* **Materials provided**:

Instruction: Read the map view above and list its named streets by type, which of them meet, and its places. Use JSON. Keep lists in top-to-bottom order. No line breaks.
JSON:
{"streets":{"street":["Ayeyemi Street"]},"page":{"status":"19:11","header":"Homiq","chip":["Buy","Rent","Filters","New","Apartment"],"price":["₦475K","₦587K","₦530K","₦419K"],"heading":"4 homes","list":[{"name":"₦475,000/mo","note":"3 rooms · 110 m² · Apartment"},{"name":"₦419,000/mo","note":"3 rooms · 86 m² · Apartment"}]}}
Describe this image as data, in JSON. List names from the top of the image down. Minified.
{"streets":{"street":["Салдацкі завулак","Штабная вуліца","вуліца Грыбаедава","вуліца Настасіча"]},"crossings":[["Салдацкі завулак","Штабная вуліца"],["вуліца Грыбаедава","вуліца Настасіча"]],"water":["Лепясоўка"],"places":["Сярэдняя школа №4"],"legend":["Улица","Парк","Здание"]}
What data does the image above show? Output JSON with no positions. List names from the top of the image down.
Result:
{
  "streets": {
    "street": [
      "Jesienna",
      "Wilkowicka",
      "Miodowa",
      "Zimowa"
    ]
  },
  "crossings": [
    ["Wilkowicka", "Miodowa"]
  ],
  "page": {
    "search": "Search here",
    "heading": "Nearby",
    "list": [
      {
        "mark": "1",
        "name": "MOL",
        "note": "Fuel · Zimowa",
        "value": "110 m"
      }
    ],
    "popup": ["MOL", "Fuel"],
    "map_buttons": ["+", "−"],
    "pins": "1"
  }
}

* **What to do**:
Pull every line with the word "above" from the data.

* **Answer box**:
Instruction: Read the map view above and list its named streets by type, which of them meet, and its places. Use JSON. Keep lists in top-to-bottom order. No line breaks.
What data does the image above show? Output JSON with no positions. List names from the top of the image down.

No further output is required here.